Winter and Lyn Ulbricht, Ross’s mother, were in Austin for the film’s SXSW premiere so we got to discuss Ross’s trial and the technology that led to his prosecution, including the surprising anonymity of Bitcoin. Epix will air Deep Web on television On May 31st at 8 p.m. (PT/ET).

 

CraveOnline: Does the recent victory for net neutrality impact this case at all?

Alex Winter: No, I wouldn’t say so. I’ll let Lyn speak for herself obviously, but no, I don’t think so. A, it happened very, very recently. Both things happened recently. I think that it is a great thing. The issue with net neutrality, just like the issue with the fight against Tor and the fight against anonymity and privacy online, part of the same battle. A lot of the same people don’t want these things for very similar reasons. The fight keeps going. I don’t think this is the end of the battle against net neutrality. I think it will assist but it just got snuck through when nobody was looking, right? I think these fights are going to keep going. You get little victories, you get pushback, but I don’t see this being over on any side unfortunately.

 

How is Bitcoin anonymous? Don’t you have to set up an account to receive money and convert it to real money?
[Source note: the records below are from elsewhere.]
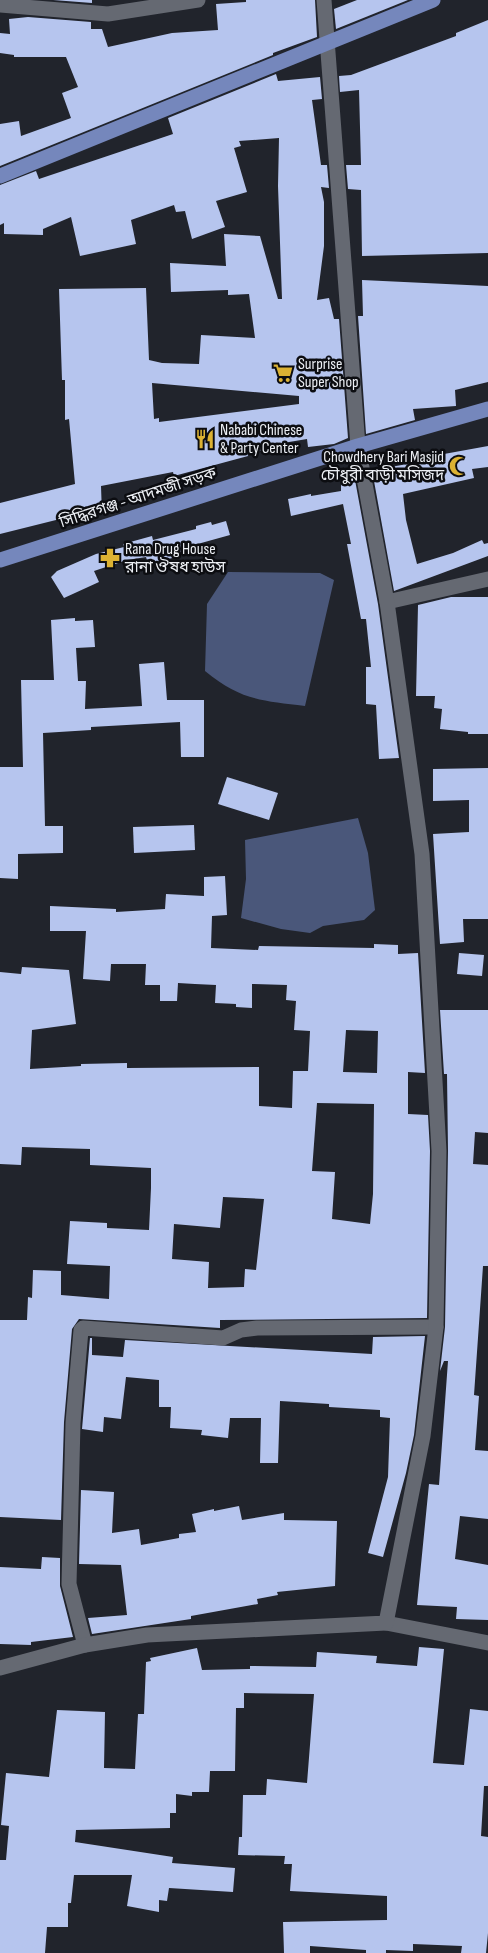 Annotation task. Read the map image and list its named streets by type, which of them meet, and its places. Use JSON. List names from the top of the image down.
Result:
{
  "streets": {
    "main road": ["সিদ্ধিরগঞ্জ - আদমজী সড়ক"]
  },
  "places": {
    "supermarket": ["Surprise Super Shop"],
    "restaurant": ["Nababi Chinese & Party Center"],
    "mosque": ["Chowdhery Bari Masjid চৌধুরী বাড়ী মসিজদ"],
    "pharmacy": ["Rana Drug House রানা ঔষধ হাউস"]
  }
}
Alex Winter: Bitcoin is the least anonymous currency that exists, literally. Bitcoin is a trackable hard baked currency that gets baked into this thing called the block chain. Now, that’s complicated because Bitcoin is also capable of being anonymized because it’s digital. That makes it the least trackable currency that exists so it is both the most and the least trackable currency that exists. That may make your head explode. It’s just because most people don’t understand Bitcoin so they tend to fall on one side or the other and they’re usually wrong on both sides. It’s extremely complicated. A Bitcoin exchange, if I use my credit card to buy a shirt on a store that uses Bitcoin, then my purchase of that Bitcoin and that Bitcoin from my Bitcoin wallet is trackable back to my credit card if that’s what I used to pay for it.

But a Bitcoin wallet is not necessarily trackable. That Bitcoin actual exchange is not necessarily trackable if it’s using an anonymizer or if it’s hacked. So the answer to your question is both. Bitcoin is both the least anonymous and the most anonymous currency that exists.

 

So it’s actually a modification that hackers made that allows them to use Bitcoin untraced?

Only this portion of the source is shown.